A dinâmica empresarial está cada dia mais complexa, de modo que não há uma fórmula preconcebida de como a empresa buscará a sua recuperação, em vista a, como se disse, garantir a fonte produtora, os empregos e o direito dos credores, voltando, assim, a ser uma ferramenta ao desenvolvimento econômico sustentável, cumprindo sua função social.
Dentro do processo, a estratégia para soerguimento do negócio será formalizada por meio do plano de recuperação judicial a ser apresentado pelo devedor empresário, o qual conterá a “discriminação pormenorizada dos meios de recuperação a ser empregados”, a “demonstração de sua viabilidade econômica” e o “laudo econômico-financeiro e de avaliação dos bens e ativos do devedor” (artigo 53, da Lei 11.101/2005).
Deferida a inicial, abre-se o prazo de 60 dias para apresentação do plano de recuperação judicial. Noticiada sua chegada aos autos e publicada a relação de credores confeccionada pelo administrador judicial, abre-se prazo para que os credores, querendo, apresentem objeção.
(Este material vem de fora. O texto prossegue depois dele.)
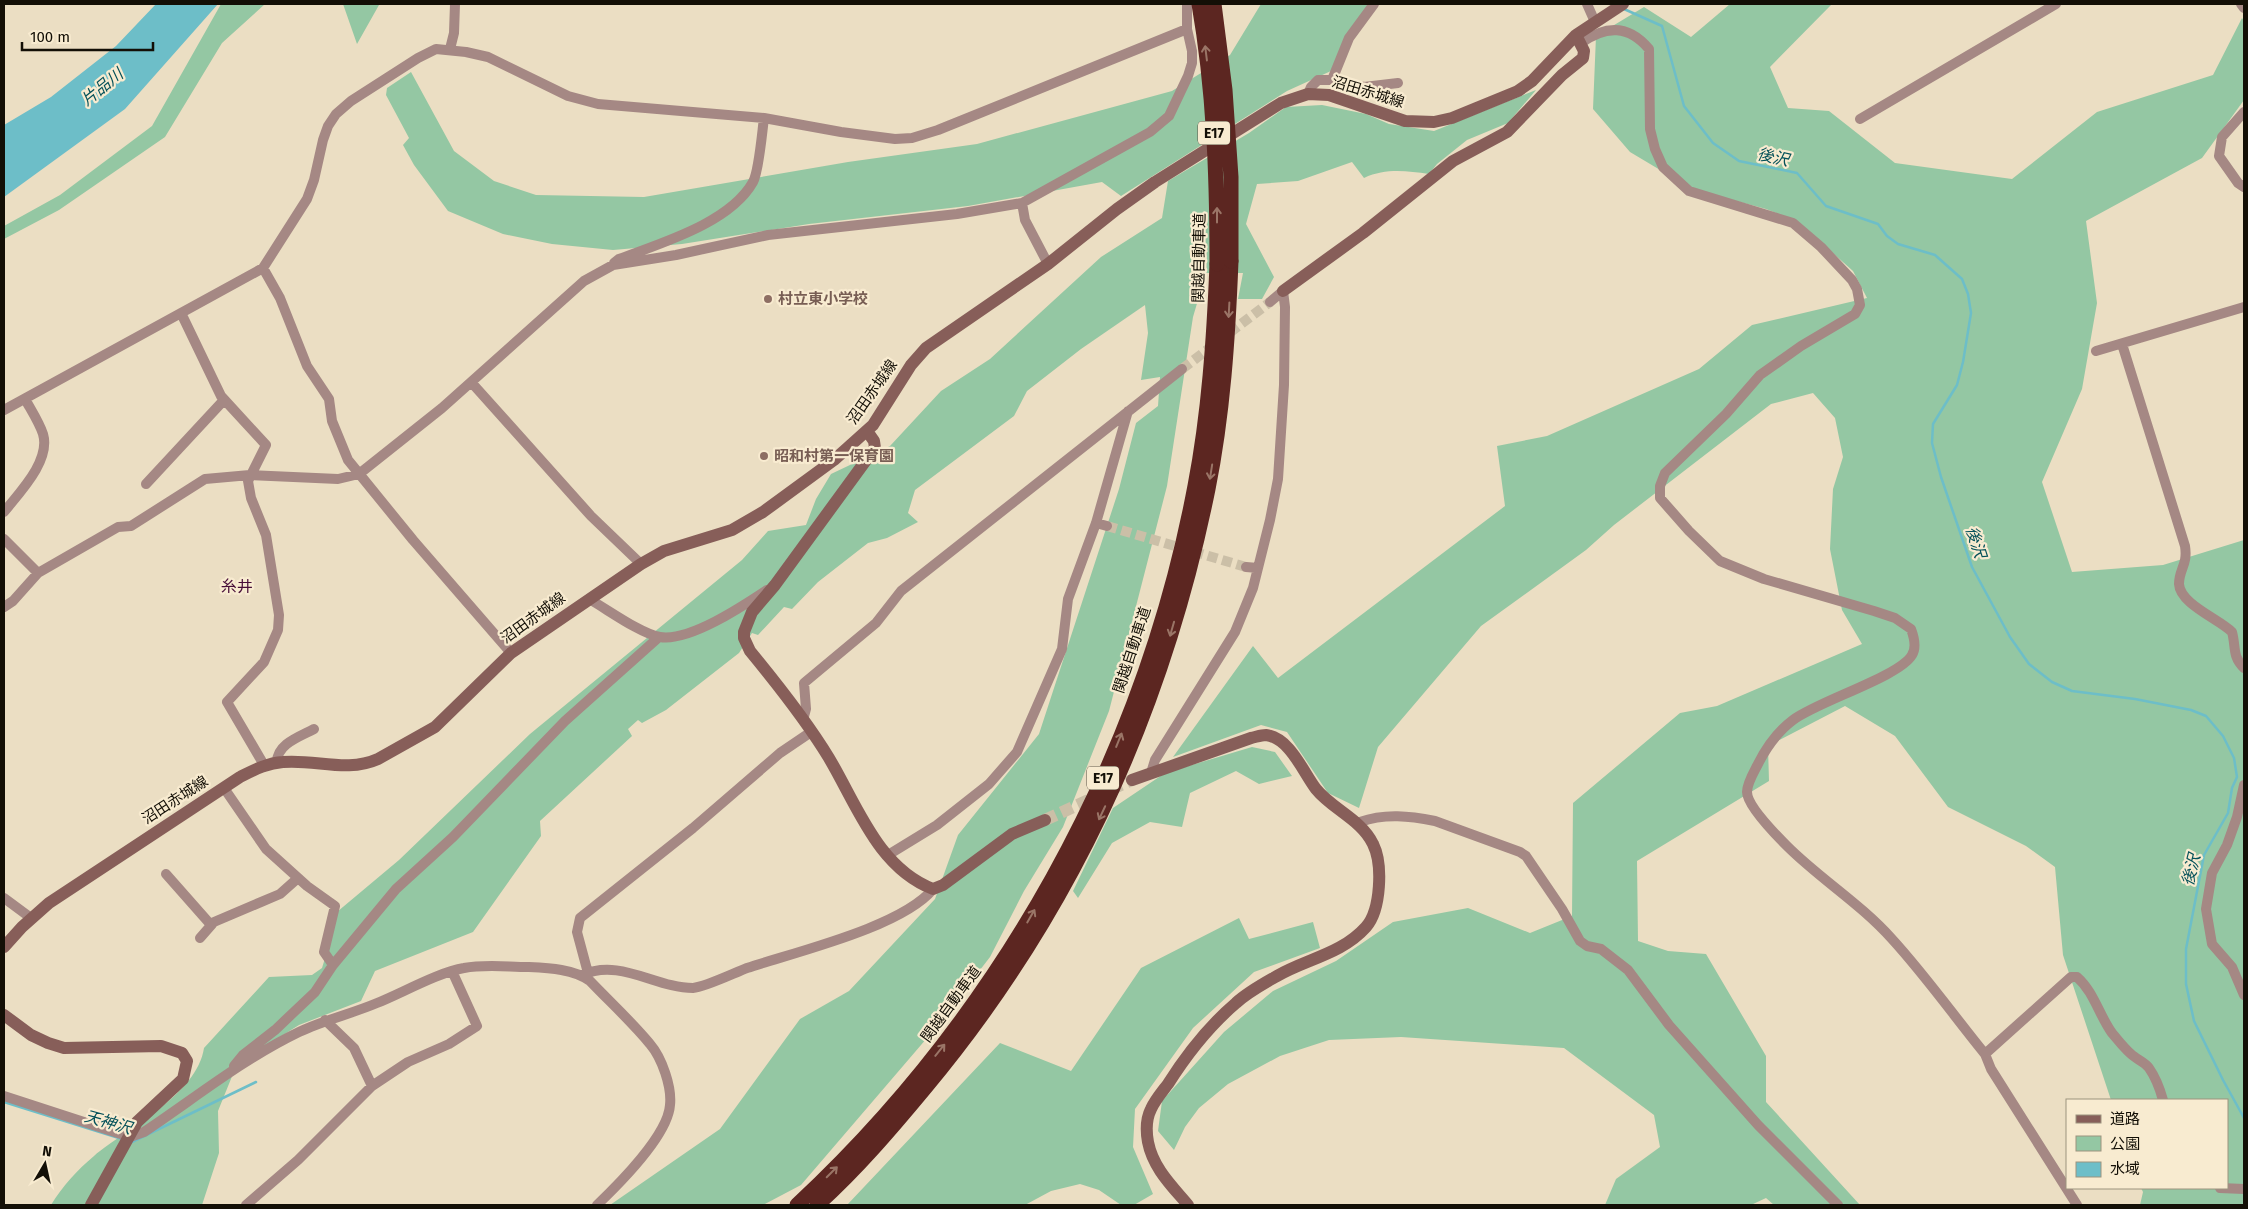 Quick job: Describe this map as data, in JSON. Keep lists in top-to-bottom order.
{
  "streets": {
    "highway": ["E17", "関越自動車道"],
    "street": ["沼田赤城線"]
  },
  "districts": ["糸井"],
  "water": ["片品川", "後沢", "天神沢"],
  "places": ["村立東小学校", "昭和村第一保育園"],
  "legend": ["道路", "公園", "水域"],
  "scale_bar": "100 m",
  "north": "top"
}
O silêncio aqui é eloquente, de modo que, se ninguém objetar, o plano considera-se “aprovado” e segue para homologação judicial, após comprovação da regularidade fiscal (artigo 57, da Lei 11.101/2005). Caso contrário, é convocada assembleia-geral de credores, na forma do artigo 56, da Lei 11.101/2005. Se o plano for rejeitado pela assembleia o magistrado convolará a recuperação em falência (artigo 73, III, da Lei 11.101/2005)[1]. Já se o plano for aprovado pela assembleia de credores, da mesma forma, comprovada a regularidade fiscal, segue para homologação judicial.
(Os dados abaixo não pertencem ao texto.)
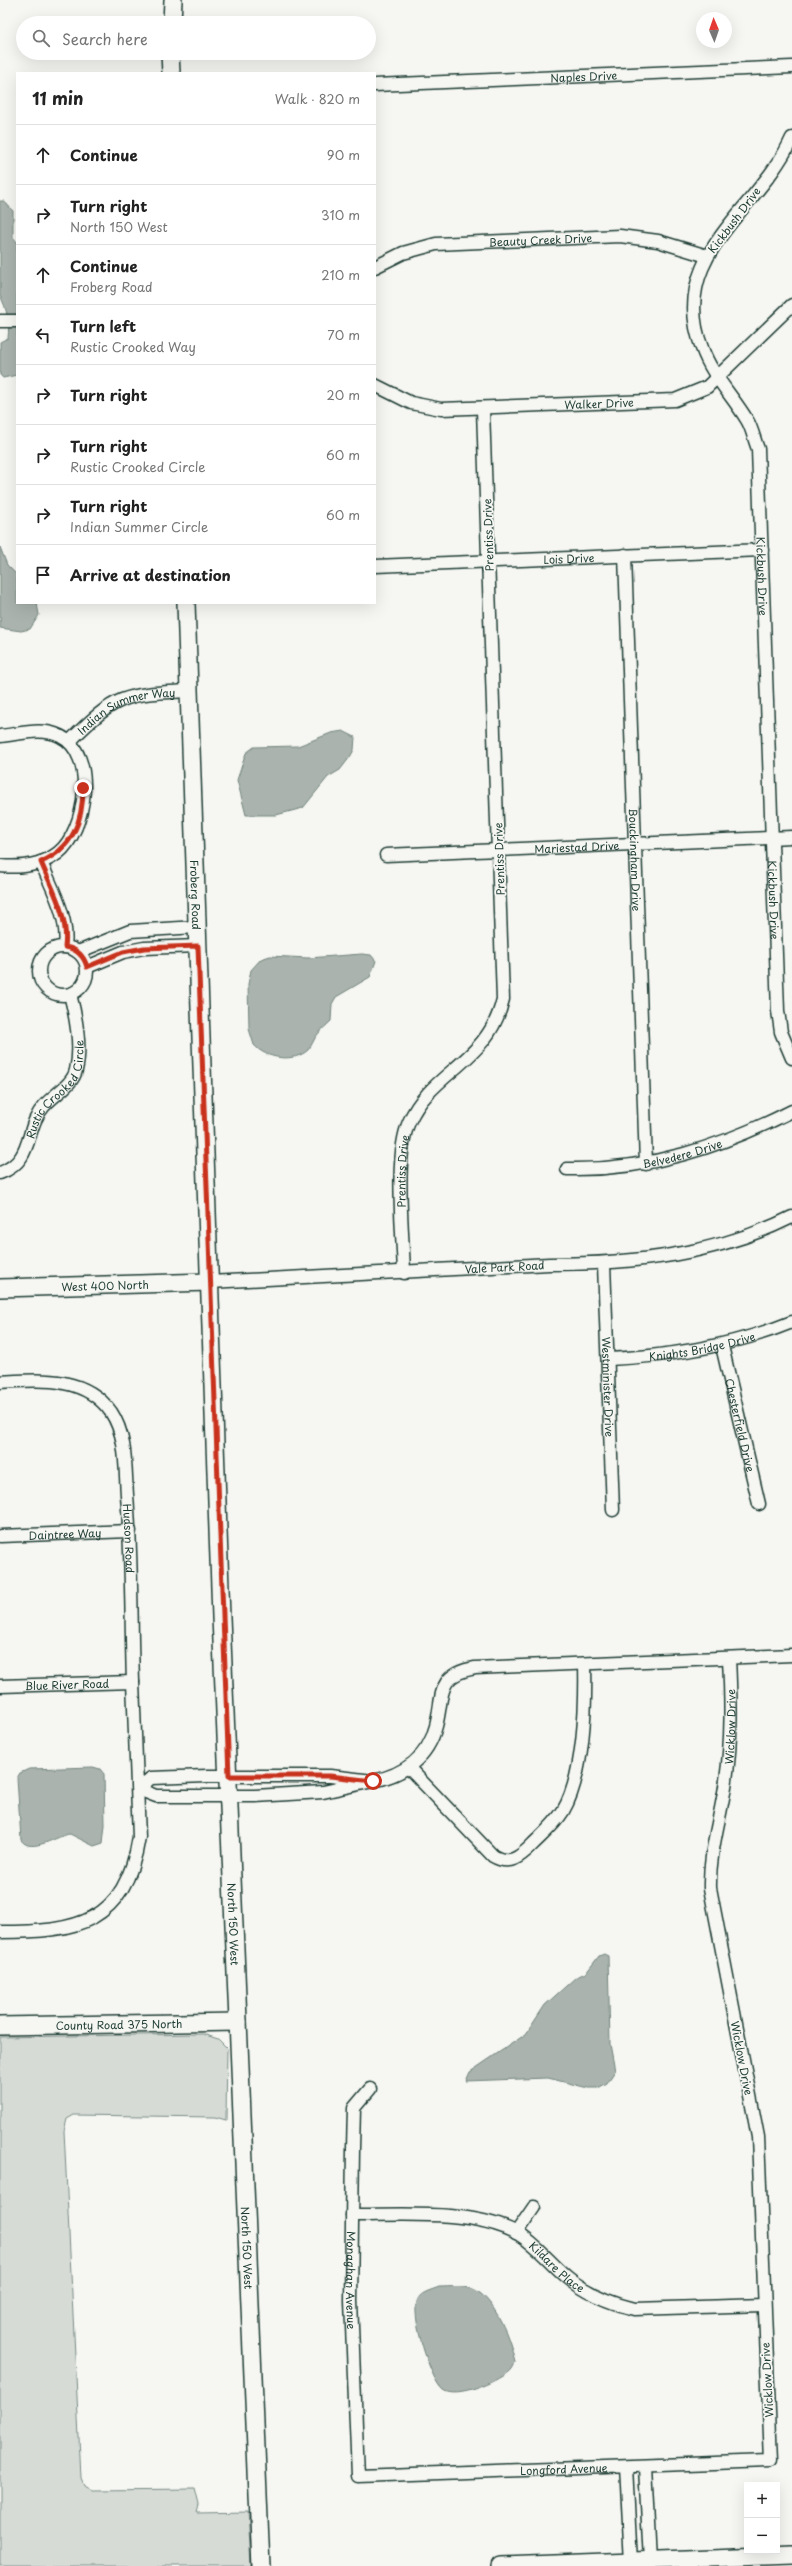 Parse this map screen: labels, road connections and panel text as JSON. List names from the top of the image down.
{
  "streets": {
    "street": [
      "Naples Drive",
      "Kickbush Drive",
      "Beauty Creek Drive",
      "Walker Drive",
      "Prentiss Drive",
      "Lois Drive",
      "Indian Summer Way",
      "Mariestad Drive",
      "Bouckingham Drive",
      "Froberg Road",
      "Rustic Crooked Circle",
      "Belvedere Drive",
      "Vale Park Road",
      "West 400 North",
      "Knights Bridge Drive",
      "Westminister Drive",
      "Chesterfield Drive",
      "Daintree Way",
      "Hudson Road",
      "Blue River Road",
      "Wicklow Drive",
      "North 150 West",
      "County Road 375 North",
      "Kildare Place",
      "Monaghan Avenue",
      "Longford Avenue"
    ]
  },
  "crossings": [
    ["Kickbush Drive", "Beauty Creek Drive"],
    ["Kickbush Drive", "Walker Drive"],
    ["Kickbush Drive", "Lois Drive"],
    ["Kickbush Drive", "Mariestad Drive"],
    ["Walker Drive", "Prentiss Drive"],
    ["Prentiss Drive", "Lois Drive"],
    ["Prentiss Drive", "Mariestad Drive"],
    ["Prentiss Drive", "Vale Park Road"],
    ["Lois Drive", "Bouckingham Drive"],
    ["Indian Summer Way", "Froberg Road"],
    ["Mariestad Drive", "Bouckingham Drive"],
    ["Bouckingham Drive", "Belvedere Drive"],
    ["Froberg Road", "Vale Park Road"],
    ["Froberg Road", "West 400 North"],
    ["Froberg Road", "North 150 West"],
    ["Vale Park Road", "West 400 North"],
    ["Vale Park Road", "Westminister Drive"],
    ["Vale Park Road", "North 150 West"],
    ["West 400 North", "North 150 West"],
    ["Knights Bridge Drive", "Westminister Drive"],
    ["Knights Bridge Drive", "Chesterfield Drive"],
    ["Daintree Way", "Hudson Road"],
    ["Hudson Road", "Blue River Road"],
    ["Wicklow Drive", "Kildare Place"],
    ["Wicklow Drive", "Longford Avenue"],
    ["North 150 West", "County Road 375 North"],
    ["Kildare Place", "Monaghan Avenue"],
    ["Monaghan Avenue", "Longford Avenue"]
  ],
  "north": "top",
  "page": {
    "search": "Search here",
    "heading": ["11 min", "Walk · 820 m"],
    "list": [
      ["Continue", "90 m"],
      ["Turn right", "North 150 West", "310 m"],
      ["Continue", "Froberg Road", "210 m"],
      ["Turn left", "Rustic Crooked Way", "70 m"],
      ["Turn right", "20 m"],
      ["Turn right", "Rustic Crooked Circle", "60 m"],
      ["Turn right", "Indian Summer Circle", "60 m"],
      "Arrive at destination"
    ],
    "map_buttons": ["+", "−"]
  }
}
Sendo bastante sintético este é o percurso que o plano de recuperação judicial segue desde sua chegada aos autos até eventual aprovação pela assembleia-geral de credores. Isso, pelo menos, tratando-se de plano de recuperação isento de irregularidades, em que eventual objeção versaria sobre a análise de viabilidade do empreendimento e da proposta comercial.
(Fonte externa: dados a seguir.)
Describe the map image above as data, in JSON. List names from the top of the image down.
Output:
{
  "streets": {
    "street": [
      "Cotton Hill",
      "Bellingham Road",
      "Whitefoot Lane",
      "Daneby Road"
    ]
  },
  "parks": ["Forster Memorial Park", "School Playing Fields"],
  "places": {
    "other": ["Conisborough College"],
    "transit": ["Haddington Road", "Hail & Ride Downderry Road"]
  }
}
Em situação como esta, na qual o plano é livre de vícios, a assembleia-geral de credores é dita “soberana”, já que a ela competirá a deliberação a respeito da viabilidade da empresa e da proposta comercial apresentada. É nesse sentido, portanto, que se fala em “soberania da assembleia”. Ou seja, em princípio, é a assembleia-geral de credores a titular da competência para a constatação de viabilidade do empreendimento e da análise da proposta comercial.
Porém, o cenário muda quando o plano de recuperação judicial contém nulidades, pois o Judiciário não apenas está autorizado, como deve realizar o controle de legalidade do plano, pois não faz sentido conceber o plano como um ato jurídico imune ao controle pelo Judiciário. Em artigo publicado na ConJur tratou-se mais detalhadamente a respeito da chamada “soberania da assembleia” e da possibilidade de controle judicial do plano[2].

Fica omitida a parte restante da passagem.